■ Task directions ■
Report each line of the entries that includes "bottom" by copying it.

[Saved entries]
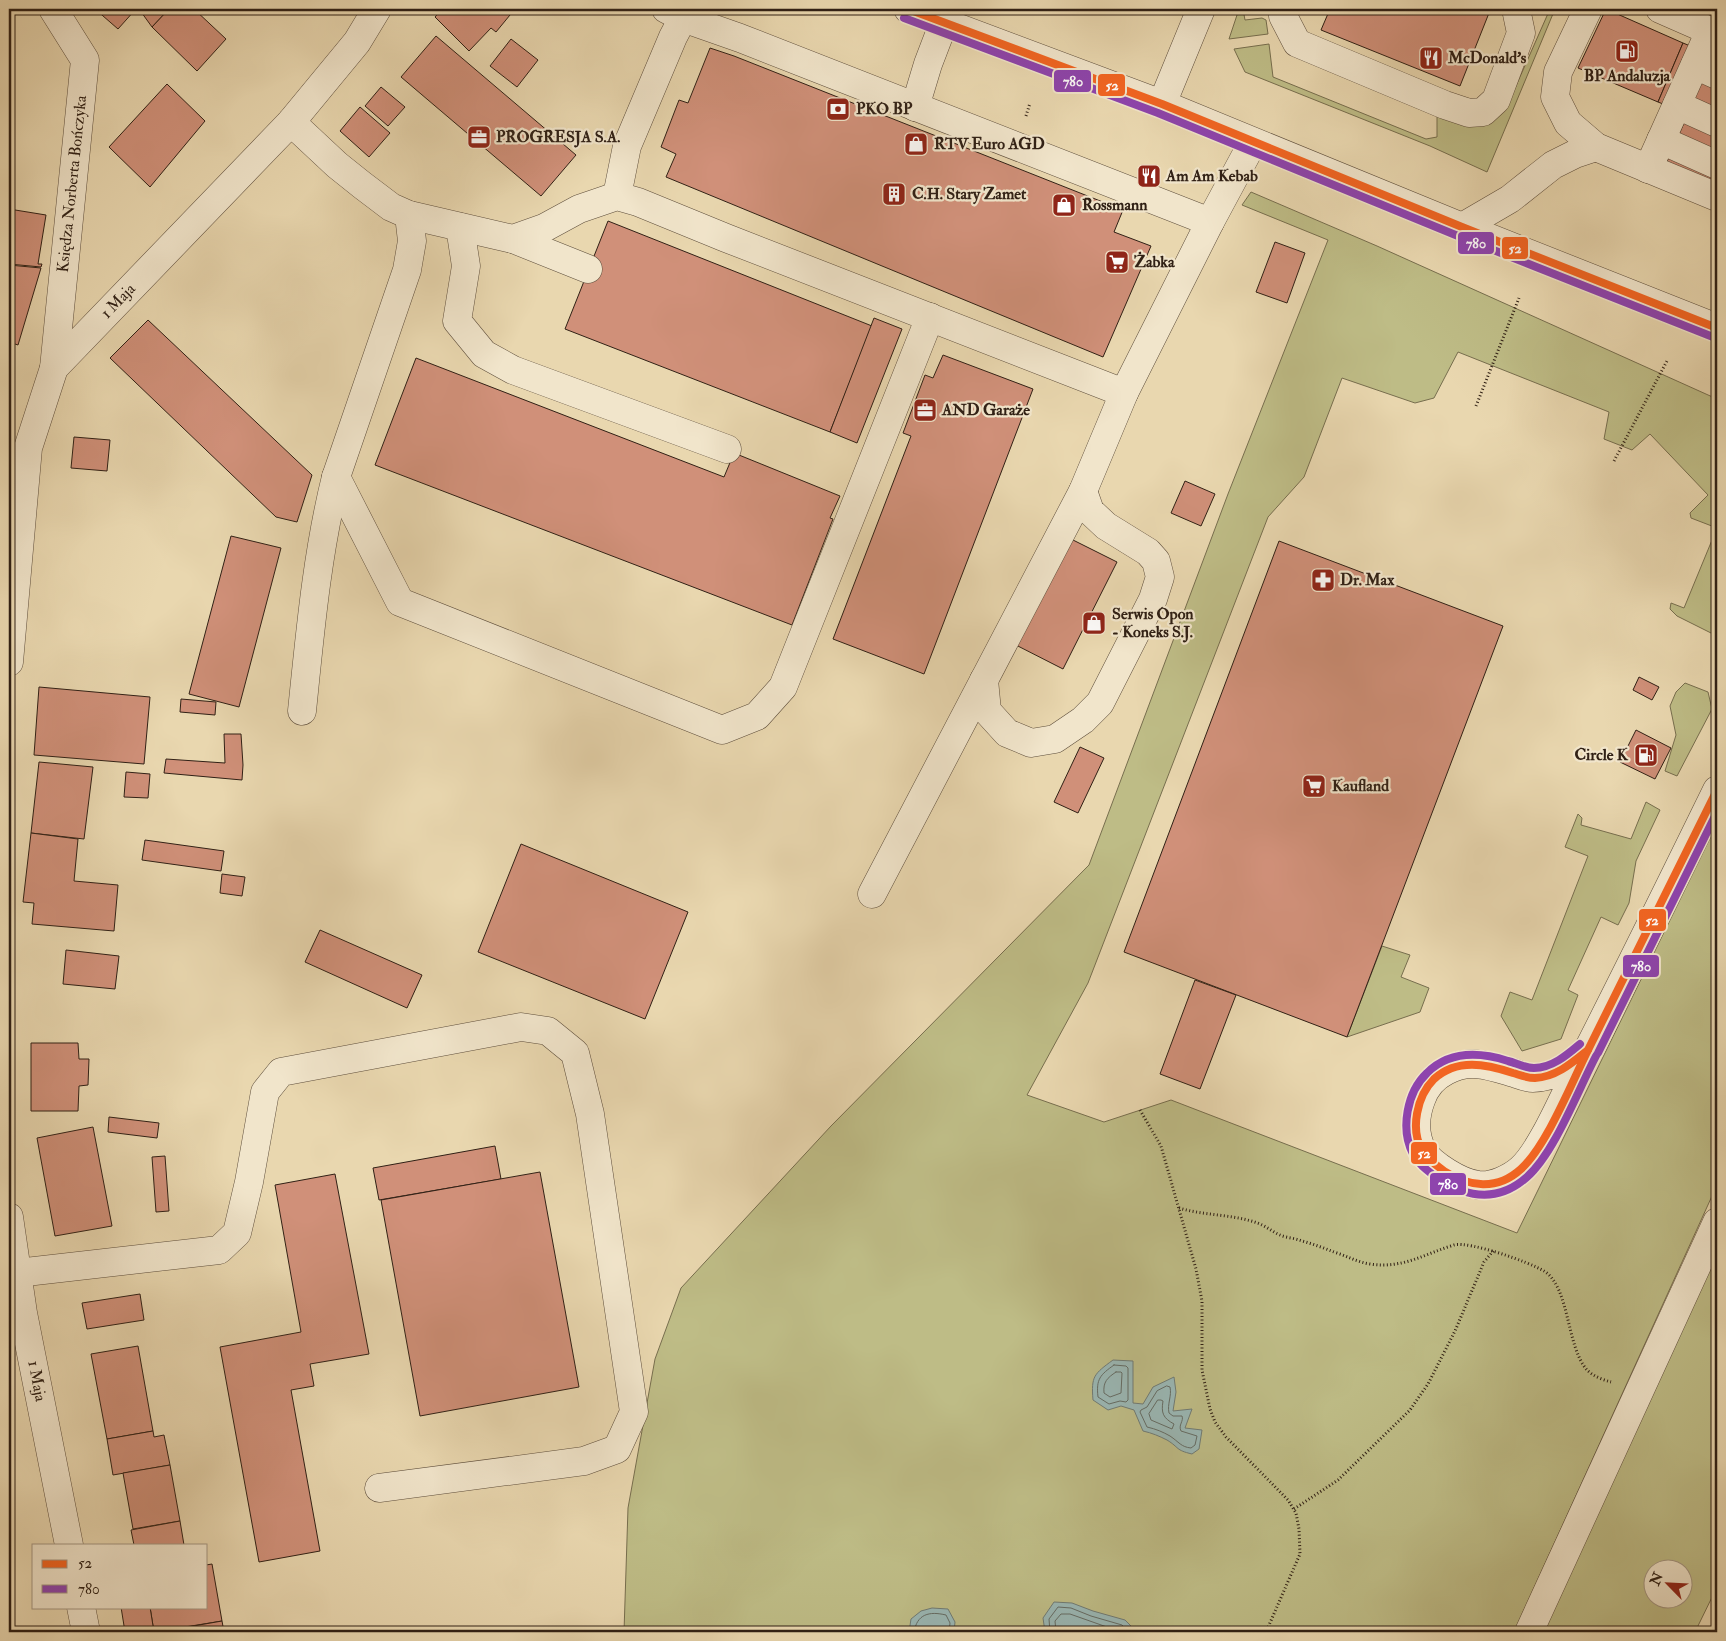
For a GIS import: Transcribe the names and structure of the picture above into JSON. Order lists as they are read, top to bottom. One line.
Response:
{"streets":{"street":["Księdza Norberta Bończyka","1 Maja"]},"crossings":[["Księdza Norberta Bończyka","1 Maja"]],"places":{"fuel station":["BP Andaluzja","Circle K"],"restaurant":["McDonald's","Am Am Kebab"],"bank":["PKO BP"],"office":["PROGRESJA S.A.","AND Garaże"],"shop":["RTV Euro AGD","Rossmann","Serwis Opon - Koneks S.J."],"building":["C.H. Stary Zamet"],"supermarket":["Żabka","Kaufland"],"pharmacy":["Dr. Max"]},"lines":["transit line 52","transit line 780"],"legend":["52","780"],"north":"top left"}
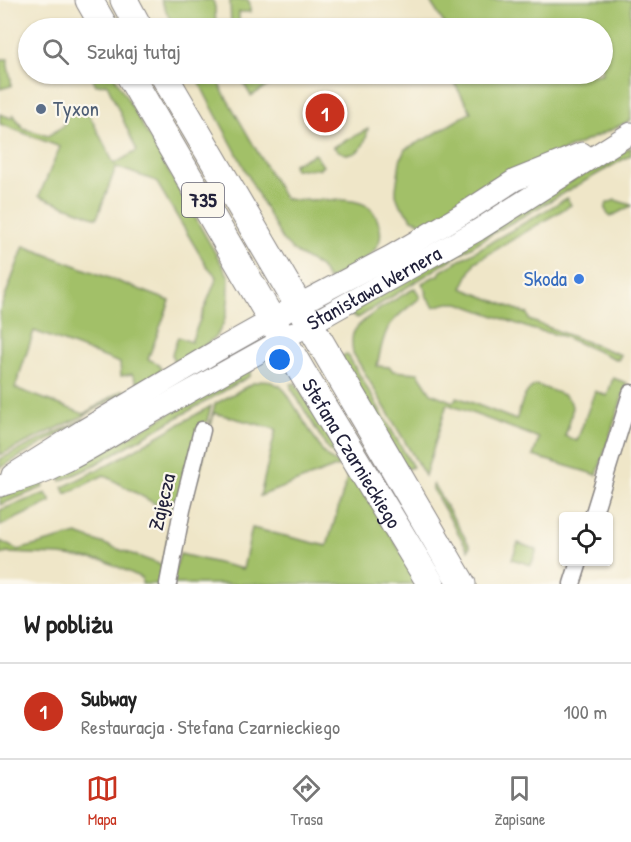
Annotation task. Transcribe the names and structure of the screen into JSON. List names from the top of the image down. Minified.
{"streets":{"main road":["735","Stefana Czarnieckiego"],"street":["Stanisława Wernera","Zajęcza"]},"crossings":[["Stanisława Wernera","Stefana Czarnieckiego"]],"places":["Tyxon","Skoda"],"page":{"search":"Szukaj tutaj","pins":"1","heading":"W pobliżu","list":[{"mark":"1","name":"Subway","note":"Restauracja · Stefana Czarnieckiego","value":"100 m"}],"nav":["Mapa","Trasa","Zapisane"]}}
...
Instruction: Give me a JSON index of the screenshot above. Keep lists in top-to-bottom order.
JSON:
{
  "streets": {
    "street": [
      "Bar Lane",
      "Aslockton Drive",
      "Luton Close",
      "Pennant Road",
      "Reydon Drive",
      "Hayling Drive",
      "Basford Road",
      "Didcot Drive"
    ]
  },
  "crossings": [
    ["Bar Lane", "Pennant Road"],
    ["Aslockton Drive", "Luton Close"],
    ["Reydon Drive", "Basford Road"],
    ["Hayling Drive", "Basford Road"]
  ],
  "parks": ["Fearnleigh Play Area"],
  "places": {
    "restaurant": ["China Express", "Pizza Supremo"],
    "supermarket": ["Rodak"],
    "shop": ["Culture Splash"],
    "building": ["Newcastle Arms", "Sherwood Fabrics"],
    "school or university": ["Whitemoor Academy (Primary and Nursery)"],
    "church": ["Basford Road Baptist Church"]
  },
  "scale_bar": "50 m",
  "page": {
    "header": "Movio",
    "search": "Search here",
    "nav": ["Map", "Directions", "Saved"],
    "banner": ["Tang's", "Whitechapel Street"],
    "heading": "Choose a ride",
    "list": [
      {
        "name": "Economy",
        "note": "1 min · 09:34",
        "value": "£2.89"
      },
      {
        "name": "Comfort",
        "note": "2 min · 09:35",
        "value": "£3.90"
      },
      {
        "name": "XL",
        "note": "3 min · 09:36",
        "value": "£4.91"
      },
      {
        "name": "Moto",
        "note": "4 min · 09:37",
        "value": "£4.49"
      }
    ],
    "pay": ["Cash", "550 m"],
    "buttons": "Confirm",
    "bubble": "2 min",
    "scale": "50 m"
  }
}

■ Exercise result ■
For a GIS import: Transcribe the names and structure of the picture above into JSON. Order lists as they are read, top to bottom. One line.
Instruction: Give me a JSON index of the screenshot above. Keep lists in top-to-bottom order.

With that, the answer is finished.